ERBB3 is required for tumor promotion in a mouse model of skin carcinogenesis

• The EGFR-related ERBB3 receptor is dispensable for skin development and homeostasis.
• ERBB3 is required for wound healing and for the progression of skin tumors in mice.
• ERBB3 may also be important for human skin cancer progression.
• ERBB3 is an attractive drug target for skin cancer therapy.

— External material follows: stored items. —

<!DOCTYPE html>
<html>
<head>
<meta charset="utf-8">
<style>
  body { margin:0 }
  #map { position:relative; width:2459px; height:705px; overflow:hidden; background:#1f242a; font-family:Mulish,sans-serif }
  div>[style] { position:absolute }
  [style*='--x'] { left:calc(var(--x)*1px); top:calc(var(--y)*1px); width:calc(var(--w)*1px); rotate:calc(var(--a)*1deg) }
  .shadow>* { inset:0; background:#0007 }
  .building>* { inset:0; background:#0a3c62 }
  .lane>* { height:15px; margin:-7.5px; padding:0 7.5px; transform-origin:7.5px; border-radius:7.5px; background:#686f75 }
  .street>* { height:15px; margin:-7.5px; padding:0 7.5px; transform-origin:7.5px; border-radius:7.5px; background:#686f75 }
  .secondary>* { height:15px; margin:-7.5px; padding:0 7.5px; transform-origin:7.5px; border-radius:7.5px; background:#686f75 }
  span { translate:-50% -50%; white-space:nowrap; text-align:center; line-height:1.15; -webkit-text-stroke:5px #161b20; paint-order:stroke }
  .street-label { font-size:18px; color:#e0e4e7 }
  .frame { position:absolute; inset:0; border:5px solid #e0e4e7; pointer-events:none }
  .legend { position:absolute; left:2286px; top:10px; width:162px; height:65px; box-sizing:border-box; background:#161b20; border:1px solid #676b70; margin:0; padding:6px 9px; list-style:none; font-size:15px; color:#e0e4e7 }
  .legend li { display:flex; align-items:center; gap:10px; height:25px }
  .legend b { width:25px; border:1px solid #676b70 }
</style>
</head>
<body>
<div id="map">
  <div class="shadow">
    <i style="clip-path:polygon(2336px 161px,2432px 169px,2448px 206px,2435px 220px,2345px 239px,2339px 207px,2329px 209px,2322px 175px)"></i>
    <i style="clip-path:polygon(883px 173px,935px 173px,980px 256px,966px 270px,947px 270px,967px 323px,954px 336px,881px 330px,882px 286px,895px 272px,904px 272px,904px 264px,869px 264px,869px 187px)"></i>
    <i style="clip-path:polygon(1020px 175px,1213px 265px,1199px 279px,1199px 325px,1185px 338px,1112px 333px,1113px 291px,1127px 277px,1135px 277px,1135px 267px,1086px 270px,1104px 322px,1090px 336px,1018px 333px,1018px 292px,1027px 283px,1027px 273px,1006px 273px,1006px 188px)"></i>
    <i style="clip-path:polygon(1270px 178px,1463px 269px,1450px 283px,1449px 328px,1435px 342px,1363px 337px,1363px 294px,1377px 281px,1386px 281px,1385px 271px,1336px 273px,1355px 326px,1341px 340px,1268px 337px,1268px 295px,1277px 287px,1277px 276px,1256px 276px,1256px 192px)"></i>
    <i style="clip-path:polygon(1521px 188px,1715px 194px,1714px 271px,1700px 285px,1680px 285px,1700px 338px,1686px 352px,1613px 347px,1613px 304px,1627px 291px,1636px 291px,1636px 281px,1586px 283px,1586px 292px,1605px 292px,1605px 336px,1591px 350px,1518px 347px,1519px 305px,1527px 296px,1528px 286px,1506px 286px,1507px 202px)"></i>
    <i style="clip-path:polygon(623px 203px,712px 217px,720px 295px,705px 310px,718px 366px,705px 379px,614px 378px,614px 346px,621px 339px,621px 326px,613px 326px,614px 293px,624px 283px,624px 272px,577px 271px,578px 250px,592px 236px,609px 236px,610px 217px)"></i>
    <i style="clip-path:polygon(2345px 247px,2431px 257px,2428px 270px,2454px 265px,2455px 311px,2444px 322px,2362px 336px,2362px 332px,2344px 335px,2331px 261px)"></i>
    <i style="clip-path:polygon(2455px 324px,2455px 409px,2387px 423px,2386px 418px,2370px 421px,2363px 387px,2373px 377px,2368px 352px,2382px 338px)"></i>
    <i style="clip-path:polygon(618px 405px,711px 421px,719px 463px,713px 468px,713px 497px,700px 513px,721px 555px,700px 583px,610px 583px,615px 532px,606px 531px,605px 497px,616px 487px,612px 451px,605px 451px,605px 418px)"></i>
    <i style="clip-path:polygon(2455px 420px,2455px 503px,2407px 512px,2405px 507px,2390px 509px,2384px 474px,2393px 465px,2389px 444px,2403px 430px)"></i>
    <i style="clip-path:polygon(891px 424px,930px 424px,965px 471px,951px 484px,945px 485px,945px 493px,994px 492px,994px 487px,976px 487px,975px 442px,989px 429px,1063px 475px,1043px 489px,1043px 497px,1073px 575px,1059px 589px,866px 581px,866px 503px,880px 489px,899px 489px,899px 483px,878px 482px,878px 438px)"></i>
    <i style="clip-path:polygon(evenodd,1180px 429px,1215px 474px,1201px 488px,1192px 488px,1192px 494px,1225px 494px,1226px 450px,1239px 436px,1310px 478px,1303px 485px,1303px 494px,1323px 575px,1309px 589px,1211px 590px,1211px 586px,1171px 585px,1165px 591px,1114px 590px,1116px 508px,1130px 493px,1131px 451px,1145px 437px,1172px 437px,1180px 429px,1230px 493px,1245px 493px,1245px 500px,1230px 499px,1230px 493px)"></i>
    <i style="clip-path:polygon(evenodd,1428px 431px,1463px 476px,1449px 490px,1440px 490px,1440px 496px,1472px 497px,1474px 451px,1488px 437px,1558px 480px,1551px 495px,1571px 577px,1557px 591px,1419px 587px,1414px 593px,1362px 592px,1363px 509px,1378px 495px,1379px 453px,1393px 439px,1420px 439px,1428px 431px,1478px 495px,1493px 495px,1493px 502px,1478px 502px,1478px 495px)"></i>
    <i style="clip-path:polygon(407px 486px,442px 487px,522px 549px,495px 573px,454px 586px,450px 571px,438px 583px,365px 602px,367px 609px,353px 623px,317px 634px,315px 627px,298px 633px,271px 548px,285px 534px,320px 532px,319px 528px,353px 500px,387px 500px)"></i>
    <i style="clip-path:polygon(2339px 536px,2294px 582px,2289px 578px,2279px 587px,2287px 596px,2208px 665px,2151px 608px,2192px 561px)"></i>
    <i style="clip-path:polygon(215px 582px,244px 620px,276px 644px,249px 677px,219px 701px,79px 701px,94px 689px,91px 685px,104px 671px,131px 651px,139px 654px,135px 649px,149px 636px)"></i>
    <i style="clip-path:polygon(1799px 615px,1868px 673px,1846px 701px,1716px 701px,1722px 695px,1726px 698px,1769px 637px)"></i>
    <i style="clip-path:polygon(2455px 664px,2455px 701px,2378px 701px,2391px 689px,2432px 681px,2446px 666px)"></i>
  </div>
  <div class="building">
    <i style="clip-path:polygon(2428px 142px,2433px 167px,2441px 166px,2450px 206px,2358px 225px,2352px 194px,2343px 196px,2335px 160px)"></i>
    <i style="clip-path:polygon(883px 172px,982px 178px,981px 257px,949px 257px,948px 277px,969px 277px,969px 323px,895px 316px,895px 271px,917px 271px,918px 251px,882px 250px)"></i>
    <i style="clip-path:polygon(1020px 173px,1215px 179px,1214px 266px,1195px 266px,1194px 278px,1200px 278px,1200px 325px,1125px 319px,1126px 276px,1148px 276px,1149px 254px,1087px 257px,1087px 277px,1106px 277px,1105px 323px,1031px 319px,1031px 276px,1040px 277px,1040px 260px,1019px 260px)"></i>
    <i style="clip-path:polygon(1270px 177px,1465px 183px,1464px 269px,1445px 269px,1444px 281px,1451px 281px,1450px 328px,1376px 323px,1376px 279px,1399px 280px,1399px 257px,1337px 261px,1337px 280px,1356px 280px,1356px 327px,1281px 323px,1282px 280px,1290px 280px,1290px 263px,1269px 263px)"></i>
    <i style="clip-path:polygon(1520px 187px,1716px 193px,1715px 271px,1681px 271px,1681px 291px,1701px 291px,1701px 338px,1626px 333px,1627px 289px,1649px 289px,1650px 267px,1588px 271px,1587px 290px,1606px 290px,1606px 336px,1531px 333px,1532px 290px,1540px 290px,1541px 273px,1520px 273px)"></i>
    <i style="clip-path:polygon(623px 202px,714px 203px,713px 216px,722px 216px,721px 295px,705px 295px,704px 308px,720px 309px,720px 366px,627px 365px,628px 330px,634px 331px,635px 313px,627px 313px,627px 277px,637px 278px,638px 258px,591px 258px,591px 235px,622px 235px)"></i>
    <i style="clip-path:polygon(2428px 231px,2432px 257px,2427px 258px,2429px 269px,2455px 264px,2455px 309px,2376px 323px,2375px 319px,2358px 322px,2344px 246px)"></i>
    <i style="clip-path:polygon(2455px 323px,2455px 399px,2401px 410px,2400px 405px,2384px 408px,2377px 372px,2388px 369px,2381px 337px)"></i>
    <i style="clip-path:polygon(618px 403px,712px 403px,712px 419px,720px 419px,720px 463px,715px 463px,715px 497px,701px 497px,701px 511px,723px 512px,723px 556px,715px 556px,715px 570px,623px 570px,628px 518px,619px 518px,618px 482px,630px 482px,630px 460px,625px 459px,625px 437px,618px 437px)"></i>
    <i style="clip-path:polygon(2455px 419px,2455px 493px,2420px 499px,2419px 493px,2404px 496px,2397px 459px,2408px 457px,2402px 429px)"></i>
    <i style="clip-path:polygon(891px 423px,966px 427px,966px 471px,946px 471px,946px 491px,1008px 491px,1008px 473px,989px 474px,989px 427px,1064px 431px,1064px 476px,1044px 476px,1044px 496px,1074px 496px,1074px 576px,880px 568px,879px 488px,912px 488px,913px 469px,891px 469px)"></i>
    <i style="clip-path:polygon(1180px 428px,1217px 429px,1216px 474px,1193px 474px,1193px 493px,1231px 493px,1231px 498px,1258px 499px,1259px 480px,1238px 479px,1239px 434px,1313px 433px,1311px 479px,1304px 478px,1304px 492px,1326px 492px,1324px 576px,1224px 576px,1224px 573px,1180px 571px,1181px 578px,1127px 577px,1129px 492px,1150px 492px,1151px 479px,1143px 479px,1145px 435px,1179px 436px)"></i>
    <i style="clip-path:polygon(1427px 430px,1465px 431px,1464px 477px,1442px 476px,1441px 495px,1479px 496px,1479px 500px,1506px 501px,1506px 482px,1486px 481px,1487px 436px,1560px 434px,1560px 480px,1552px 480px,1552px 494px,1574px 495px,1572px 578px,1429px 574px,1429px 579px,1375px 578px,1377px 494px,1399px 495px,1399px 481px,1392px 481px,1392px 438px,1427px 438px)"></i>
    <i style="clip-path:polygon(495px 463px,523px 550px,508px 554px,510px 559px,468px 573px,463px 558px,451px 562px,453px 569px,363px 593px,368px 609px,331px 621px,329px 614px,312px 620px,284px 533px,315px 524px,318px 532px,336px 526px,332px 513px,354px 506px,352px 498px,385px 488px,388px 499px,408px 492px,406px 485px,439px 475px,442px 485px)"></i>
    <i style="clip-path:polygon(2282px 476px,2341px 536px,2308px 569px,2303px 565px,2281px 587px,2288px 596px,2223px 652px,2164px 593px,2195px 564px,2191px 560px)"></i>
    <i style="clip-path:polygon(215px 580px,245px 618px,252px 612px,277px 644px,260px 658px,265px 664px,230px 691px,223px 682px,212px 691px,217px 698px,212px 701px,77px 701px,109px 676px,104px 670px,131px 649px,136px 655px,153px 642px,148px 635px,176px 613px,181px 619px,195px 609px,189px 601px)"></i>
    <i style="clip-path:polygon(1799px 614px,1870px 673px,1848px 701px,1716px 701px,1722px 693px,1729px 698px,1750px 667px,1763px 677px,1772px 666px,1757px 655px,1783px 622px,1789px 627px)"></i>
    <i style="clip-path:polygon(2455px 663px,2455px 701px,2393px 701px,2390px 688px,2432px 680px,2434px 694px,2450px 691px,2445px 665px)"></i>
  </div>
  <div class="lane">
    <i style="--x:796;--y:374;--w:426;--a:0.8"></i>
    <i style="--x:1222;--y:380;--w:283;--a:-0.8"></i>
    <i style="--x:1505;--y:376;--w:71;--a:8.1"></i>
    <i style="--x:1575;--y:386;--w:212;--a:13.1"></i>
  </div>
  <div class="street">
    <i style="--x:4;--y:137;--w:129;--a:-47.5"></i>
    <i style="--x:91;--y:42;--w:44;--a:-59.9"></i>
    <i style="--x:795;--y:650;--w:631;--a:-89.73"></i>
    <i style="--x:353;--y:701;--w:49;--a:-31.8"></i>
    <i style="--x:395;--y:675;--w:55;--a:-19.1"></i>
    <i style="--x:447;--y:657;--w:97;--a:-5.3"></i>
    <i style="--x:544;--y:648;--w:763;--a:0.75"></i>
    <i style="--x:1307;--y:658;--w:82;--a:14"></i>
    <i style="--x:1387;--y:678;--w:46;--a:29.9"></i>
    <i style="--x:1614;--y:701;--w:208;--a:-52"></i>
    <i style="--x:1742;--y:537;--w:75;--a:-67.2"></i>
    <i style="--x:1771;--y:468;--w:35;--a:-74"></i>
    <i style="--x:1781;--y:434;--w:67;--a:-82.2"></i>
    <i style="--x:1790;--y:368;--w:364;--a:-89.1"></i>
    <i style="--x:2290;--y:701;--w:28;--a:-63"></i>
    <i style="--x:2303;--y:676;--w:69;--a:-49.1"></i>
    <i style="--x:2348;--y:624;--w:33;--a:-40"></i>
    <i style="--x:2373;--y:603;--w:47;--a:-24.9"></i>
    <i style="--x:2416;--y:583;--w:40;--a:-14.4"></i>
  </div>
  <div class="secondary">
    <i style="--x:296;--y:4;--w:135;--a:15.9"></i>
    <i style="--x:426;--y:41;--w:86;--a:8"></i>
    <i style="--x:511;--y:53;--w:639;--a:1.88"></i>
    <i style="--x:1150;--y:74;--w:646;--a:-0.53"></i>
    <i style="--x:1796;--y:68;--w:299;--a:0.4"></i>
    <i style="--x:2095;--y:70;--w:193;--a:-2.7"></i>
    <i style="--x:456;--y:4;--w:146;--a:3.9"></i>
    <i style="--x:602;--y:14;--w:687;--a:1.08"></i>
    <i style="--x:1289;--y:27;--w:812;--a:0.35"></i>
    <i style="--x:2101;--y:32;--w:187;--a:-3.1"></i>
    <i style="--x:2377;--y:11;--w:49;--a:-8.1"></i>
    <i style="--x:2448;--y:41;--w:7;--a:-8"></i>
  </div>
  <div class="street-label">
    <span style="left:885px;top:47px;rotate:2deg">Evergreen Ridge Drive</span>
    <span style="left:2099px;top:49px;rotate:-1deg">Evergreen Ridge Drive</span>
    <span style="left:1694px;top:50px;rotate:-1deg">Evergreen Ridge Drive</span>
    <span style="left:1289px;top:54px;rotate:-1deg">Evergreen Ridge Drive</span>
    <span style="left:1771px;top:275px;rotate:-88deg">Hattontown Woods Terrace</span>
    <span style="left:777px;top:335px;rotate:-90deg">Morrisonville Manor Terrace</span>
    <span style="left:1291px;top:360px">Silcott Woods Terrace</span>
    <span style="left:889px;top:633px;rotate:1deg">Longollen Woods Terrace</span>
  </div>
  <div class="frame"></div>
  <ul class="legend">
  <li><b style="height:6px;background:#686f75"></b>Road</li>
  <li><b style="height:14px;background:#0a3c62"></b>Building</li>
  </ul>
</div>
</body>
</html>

The epidermal growth factor receptor (EGFR) plays a key role in skin inflammation, wound healing, and carcinogenesis. Less is known about the functions of the structurally related receptor ERBB3 (HER3) in the skin. We assessed the requirement of ERBB3 for skin homeostasis, wound healing, and tumorigenesis by crossing mice carrying a conditional Erbb3 allele with animals expressing cre under the control of the keratin 5 promoter. Erbb3del mice, lacking ERBB3 specifically in keratinocytes, showed no obvious abnormalities. The EGFR was upregulated in Erbb3del skin, possibly compensating the loss of ERBB3. Nonetheless, healing of full-thickness excisional wounds was negatively affected by ERBB3 deficiency. To analyze the function of ERBB3 during tumorigenesis, we employed the established DMBA/TPA multi-stage chemical carcinogenesis protocol. Erbb3del mice remained free of papillomas for a longer time and had significantly reduced tumor burden compared to control littermates. Tumor cell proliferation was considerably reduced in Erbb3del mice, and loss of ERBB3 also impaired keratinocyte proliferation after a single application of TPA. In human skin tumor samples, upregulated ERBB3 expression was observed in squamous cell carcinoma, condyloma, and malignant melanoma. Thus, we conclude that ERBB3, while dispensable for the development and the homeostasis of the epidermis and its appendages, is required for proper wound healing and for the progression of skin tumors during multi-stage chemical carcinogenesis in mice. ERBB3 may also be important for human skin cancer progression. The latter effects most probably reflect a key role for ERBB3 in increasing cell proliferation after stimuli as wounding or carcinogenesis.